Om de kosten te drukken zou ook aan een Reality Show, genre De Pfaffs,  kunnen worden gedacht. Geen scenarioschrijvers vandoen, geen acteurs en actrices nodig. Elke dag baart zijn eigen script en ieder gezinslid speelt zijn eigen rol. Ik wed dat De Coburgers langer zullen lopen dan F.C. De Kampioenen.

Kan hij zich evenwel niet vinden in dit plan, en wil hij van geen wijken weten, dan kunt u hem misschien middels een 3D – ingreepje, gecombineerd met een Lernout & Hauspie-kneepje voortaan: "Ik wil sprookjeskoning worden!" laten uitroepen. Dààr kan in dit land iedereen mee leven. Immers, de meest fervente anti-royalist leest zijn kinderen voor het slapengaan sprookjes voor, die wemelen van veel koninklijk en prinselijk volk op steeds hoger opbollende wolken van suikerspin. 

Het allerbeste lijkt me echter dat de hele koninklijke familie zich onzichtbaar maakt, dat ze, zoals een dichter-nobelprijskandidaat een ander dichter-nobelprijskandidaat adviseerde: verdwijnt, maar verdwijnt met mate. Vooral Kasper zelf. Hij heeft een soort je ne sais quoi dat het de burger moeilijk maakt in hem de Vader des Vaderlands te zien. Eigenlijk maakt hij het zichzelf veel te moeilijk, want in feite worden er van een koning maar twee dingen verwacht: zijn en zich voortplanten. Van die twee taken heeft hij zich intussen al cum laude gekweten. Wil hij echter mettertijd als een heroïsche vader des vaderlands worden beschouwd, dan moet hij niet proberen Jantje-populair uit te hangen, door onverhoeds als een karaoke-kandidaat een microfoon te grijpen, en woorden de wereld in te sturen die als vulva op diederik slaan, en het hele land bloedrood kleuren van plaatsvervangende schaamte en pijnlijke tenenkrulligheid.

Hem moet met kracht op het hart worden gedrukt dat hij mag volstaan met eens per jaar, waarom niet op 21 juli, in kamerjas of uniform, n' importe, zich op het balkon van het paleis te Brussel te vertonen, samen met zijn kroost, en vervolgens een halfuur lang met milde hand kleingeld naar de toegestroomde armen te gooien, terwijl zijn gezinsleden stielvaardig glimlachen, zwaaien en kushandjes lanceren, waarna zij zich allen weer voor een jaar achter de gesloten paleisdeur terugtrekken. 

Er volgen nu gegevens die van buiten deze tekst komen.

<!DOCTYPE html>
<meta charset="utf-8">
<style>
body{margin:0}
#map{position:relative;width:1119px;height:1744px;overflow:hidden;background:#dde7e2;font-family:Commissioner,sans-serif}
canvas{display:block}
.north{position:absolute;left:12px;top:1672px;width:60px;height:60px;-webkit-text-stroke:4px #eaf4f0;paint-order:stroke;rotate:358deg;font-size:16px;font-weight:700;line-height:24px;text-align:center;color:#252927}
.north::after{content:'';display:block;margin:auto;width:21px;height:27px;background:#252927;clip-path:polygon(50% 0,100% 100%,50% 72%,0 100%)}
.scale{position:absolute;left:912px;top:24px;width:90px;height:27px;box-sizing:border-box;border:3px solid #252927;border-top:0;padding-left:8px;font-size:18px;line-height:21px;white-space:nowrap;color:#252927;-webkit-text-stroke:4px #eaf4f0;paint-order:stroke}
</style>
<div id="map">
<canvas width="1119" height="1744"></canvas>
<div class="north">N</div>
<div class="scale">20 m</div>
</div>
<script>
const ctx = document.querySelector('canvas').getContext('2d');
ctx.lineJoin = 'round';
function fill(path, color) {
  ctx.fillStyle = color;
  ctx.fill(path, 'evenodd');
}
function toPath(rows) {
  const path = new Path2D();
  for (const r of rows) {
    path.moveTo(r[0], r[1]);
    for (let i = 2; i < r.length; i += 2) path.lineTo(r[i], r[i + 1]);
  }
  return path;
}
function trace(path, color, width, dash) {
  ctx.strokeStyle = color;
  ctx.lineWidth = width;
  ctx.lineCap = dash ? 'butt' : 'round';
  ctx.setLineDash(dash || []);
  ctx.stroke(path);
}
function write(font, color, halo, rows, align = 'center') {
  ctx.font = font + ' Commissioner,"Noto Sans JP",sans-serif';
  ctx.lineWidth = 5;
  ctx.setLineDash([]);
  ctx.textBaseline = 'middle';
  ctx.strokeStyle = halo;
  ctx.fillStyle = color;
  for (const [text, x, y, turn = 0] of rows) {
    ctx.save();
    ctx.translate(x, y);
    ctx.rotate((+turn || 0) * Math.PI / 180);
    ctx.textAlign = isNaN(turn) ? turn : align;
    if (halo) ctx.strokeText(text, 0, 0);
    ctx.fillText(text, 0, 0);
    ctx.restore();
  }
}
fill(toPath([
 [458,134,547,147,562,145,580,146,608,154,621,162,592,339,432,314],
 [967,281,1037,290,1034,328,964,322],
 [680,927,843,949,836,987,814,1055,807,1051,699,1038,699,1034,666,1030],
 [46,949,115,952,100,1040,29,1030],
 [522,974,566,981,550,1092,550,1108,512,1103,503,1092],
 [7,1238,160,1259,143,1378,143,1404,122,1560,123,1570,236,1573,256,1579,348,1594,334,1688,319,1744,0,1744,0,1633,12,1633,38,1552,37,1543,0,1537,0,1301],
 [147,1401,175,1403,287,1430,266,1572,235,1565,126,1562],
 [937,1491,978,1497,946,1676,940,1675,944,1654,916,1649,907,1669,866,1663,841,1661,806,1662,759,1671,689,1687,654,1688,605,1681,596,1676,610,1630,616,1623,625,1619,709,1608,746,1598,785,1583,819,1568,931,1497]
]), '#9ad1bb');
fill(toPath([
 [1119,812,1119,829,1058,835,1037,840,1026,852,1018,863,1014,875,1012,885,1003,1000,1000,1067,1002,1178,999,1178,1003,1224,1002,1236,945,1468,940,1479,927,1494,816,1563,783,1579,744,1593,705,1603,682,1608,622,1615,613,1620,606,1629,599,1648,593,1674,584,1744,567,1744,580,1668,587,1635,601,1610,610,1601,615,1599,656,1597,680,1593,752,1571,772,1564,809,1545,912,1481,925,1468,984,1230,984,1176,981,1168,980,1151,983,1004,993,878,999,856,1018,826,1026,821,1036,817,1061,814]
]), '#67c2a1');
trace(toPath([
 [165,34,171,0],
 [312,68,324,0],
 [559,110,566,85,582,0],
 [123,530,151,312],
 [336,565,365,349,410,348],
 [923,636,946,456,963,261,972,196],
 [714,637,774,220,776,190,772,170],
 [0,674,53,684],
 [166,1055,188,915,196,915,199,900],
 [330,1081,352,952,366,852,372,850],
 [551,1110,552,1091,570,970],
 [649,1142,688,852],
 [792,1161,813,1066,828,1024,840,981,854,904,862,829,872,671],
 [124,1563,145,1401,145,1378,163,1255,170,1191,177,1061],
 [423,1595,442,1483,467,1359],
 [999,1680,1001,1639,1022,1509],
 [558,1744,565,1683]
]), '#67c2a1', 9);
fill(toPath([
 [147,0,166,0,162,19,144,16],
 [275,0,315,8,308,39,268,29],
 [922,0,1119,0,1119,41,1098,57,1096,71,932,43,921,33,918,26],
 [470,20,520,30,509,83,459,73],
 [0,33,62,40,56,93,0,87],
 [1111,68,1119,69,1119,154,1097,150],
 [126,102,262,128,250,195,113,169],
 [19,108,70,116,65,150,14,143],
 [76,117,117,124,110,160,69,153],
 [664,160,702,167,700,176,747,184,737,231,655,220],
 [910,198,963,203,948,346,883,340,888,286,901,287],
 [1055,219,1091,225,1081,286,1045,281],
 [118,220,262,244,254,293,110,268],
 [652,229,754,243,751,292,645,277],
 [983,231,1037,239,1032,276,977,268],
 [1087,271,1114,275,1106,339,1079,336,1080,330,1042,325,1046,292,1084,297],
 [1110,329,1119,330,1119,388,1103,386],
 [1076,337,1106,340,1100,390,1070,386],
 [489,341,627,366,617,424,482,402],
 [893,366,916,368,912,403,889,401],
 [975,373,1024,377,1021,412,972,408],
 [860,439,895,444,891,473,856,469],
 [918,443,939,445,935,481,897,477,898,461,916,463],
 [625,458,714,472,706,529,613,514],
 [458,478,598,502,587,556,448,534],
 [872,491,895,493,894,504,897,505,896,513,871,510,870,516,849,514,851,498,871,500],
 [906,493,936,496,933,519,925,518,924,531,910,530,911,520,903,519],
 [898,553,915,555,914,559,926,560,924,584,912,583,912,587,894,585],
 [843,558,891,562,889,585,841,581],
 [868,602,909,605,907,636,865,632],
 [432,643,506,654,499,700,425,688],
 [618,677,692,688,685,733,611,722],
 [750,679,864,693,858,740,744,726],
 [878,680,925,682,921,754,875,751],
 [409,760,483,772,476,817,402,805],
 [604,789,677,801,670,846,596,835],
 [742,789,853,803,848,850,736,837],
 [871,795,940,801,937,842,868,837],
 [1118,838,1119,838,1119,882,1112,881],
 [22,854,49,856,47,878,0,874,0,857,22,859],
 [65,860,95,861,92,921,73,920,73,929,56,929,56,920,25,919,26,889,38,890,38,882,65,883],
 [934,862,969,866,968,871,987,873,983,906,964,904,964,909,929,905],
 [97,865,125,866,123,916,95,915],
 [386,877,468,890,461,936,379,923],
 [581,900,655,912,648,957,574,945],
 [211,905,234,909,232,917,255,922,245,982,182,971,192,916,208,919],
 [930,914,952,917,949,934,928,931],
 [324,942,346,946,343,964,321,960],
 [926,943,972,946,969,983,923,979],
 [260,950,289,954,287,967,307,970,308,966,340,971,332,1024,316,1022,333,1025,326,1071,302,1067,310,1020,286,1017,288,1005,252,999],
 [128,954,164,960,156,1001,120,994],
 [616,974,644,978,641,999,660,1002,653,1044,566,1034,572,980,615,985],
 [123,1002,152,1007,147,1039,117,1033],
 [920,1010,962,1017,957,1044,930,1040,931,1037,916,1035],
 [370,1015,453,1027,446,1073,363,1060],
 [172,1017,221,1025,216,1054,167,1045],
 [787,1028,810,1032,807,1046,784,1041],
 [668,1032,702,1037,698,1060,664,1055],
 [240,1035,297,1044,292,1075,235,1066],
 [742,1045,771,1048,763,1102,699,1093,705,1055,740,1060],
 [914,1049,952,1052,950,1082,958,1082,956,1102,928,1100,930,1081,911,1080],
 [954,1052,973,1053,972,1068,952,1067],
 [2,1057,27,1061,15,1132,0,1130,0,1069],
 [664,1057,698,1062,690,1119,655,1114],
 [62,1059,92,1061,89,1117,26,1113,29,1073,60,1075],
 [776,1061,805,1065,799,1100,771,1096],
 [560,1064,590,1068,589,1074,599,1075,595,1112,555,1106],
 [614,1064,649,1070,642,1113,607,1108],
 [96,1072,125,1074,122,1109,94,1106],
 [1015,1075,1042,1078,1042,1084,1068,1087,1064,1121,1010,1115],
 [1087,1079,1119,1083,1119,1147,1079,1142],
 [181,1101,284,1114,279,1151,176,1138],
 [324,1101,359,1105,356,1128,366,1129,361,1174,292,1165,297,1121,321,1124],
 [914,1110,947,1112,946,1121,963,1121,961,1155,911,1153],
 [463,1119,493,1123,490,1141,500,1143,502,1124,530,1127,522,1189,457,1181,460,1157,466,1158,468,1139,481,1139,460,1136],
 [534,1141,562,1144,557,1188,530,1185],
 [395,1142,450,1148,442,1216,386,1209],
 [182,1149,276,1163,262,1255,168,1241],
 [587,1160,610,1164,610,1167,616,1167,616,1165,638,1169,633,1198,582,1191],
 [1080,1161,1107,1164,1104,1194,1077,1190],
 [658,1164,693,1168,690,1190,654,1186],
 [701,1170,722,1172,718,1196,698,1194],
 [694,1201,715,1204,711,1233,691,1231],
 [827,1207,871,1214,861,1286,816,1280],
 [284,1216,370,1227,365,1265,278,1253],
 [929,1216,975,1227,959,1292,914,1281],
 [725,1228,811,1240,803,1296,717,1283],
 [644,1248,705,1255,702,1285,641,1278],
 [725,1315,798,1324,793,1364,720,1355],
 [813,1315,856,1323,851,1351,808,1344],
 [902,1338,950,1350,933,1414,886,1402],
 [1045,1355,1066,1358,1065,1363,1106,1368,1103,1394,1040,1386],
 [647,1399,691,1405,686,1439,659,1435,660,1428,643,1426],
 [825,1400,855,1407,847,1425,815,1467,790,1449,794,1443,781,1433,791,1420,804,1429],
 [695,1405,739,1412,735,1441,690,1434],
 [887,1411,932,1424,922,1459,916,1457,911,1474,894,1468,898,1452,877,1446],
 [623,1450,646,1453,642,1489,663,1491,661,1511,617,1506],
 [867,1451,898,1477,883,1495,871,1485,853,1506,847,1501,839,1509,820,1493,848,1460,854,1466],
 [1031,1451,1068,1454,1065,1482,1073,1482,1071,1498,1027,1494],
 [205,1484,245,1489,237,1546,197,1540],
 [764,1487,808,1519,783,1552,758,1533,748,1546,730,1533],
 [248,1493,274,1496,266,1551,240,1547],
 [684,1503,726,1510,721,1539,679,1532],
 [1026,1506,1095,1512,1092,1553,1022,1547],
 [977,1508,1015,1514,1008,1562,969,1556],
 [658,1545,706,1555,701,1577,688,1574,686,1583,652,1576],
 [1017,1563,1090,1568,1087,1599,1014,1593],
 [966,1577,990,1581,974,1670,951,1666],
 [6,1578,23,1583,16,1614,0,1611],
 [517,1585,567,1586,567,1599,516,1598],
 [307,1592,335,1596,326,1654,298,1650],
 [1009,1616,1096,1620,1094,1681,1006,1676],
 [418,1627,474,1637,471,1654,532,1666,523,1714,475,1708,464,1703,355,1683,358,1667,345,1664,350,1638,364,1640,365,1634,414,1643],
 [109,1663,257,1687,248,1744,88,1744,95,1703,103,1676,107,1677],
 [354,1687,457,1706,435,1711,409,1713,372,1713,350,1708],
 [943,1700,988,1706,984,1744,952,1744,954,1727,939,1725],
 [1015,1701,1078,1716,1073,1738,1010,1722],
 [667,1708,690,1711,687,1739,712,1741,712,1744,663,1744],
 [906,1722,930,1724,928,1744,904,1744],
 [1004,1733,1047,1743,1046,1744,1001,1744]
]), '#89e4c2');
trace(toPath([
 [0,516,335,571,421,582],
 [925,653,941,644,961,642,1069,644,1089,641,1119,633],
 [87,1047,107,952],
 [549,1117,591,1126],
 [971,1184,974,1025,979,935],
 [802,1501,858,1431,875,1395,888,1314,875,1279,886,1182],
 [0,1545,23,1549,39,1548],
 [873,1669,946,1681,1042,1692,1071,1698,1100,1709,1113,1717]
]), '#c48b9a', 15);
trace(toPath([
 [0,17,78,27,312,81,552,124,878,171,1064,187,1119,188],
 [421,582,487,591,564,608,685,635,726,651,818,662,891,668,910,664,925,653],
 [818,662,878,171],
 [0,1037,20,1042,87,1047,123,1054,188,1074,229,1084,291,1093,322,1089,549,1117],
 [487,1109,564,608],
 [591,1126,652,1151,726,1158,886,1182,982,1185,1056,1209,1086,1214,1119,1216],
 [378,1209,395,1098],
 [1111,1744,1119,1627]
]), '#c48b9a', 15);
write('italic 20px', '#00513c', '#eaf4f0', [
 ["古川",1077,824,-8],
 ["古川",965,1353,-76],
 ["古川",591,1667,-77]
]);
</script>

Monseigneur, mag ik u ook in naam van onze producenten van koninklijke koekjestrommels en onze talloze moeders, die ze onder het genot van een kop koffie leegeten, terwijl ze naar het jaarlijkse défilé kijken op de buis, verzoeken dit alles onder de aandacht van uw neef te brengen? Wil men dit land in stand houden dan mag men onze moeders alles afnemen maar niet hun blinde adoratie voor onze suikerspinnen monarchie, en wilt u hem er dan ook op wijzen, dat hoe minder we hem en de zijnen te zien krijgen, hoe groter en grootser zij in onze ogen worden, hoe hechter ook de band met hun imaginaire volk zal worden. 

Want dit staat als een paal boven water: geen zevende, achtste, negende of tiende staatshervorming, noch de invoering van het confederalisme of het coninfantilisme zal er in slagen dit imaginaire land te verdelen. Al die politieke zwaardgevechten: het blijven kinderachtige slagen in de lucht met houten en plastic sabeltjes. Zij die pogen zich een plaats te veroveren in de geschiedenisboeken met hun zogenaamde kaak- en veldslagen, eindigen ten slotte met zwarte knieën in lange, smalle bedjes jonge veldsla, waarover alweer een ander dichter berichtte, en spoeden zich om zes uur huiswaarts omdat moeder roept dat het eten klaar is.

Wijs hem erop dat ook hij zijn taak als spel moet opvatten, dat hij gerust koning mag zijn, maar dan alleen van de klaver, de schoppen, de ruiten of de harten.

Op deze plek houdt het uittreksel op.